I still don't understand why they keep going after piracy when it is a symptom of the bigger problem. Movies today are expensive and often made inaccessible through BS digital services that periodically just make films and TV unavailable to save server space or avoid paying for licensing.
I would guess that the vast majority of people are not pirating content. I'd also guess that if digital providers and studios would actually try to change the distribution model that allows customers to buy content that is later turned off on a whim, they would see meaningful change in piracy activity.
Because piracy is the boogieman that allows them to wrestle more power and profit from everyone around them like the parasites they are. They want a cut every time anyone ever watches something, ever. And they want to control if you even have the option of what to watch.
Once Neuralink's installed adn they start selling off our thoughts to information collection bureaus, they're gonna want us to pay a license for everytime we think about someting not in the public domain
I live in the EU, have all major streaming subscribtions within the family, and we couldn’t watch Terminator 2 anywhere.

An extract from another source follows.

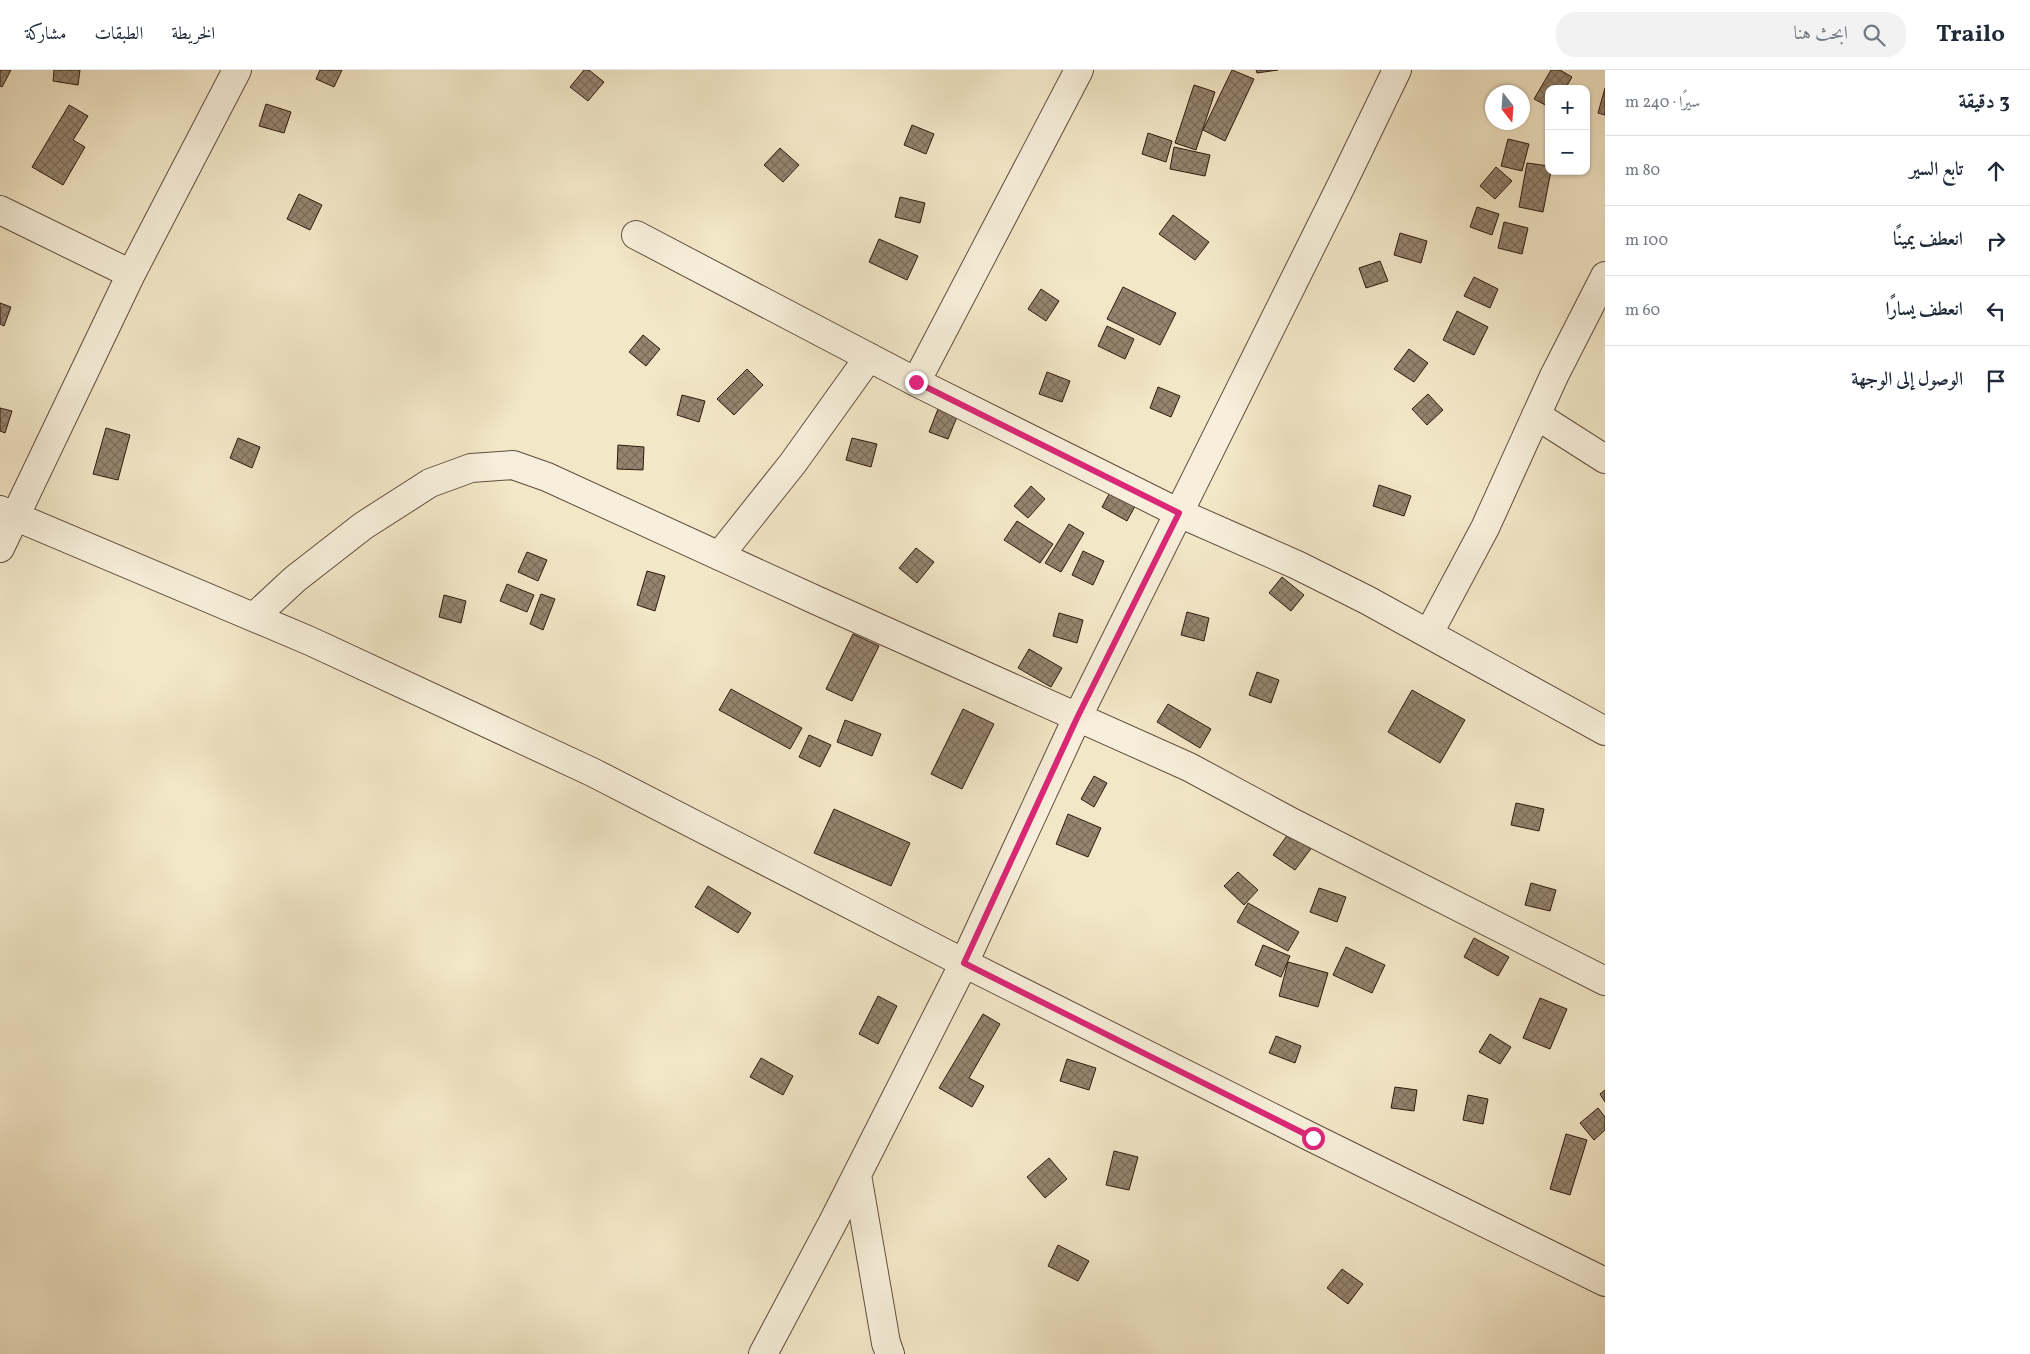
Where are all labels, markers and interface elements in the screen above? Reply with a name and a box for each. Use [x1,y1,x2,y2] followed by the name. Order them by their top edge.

One of the most famous classic action movie, not even available for purchase on Apple TV.
Because it's easier for them to blame others than admit they fucked up
It doesn't have to be rational "profit-maximization". Look at comments in threads that pertain to AI training, web scraping, etc. A lot of ordinary people seem to believe that this is how it's supposed to go.
WDYM?
A lot of noisy people here have a very expansive view of intellectual property. They seem to want total control over anything they "own", without any regard for the consequences. There's no room for any kind of fair use. Where they can't own something, they still want to own it.
With some horror, I recall a thread where the mob called for making robots.txt legally binding. That wasn't big tech lobbyists, just some ordinary users here.
Movies today also kinda suck.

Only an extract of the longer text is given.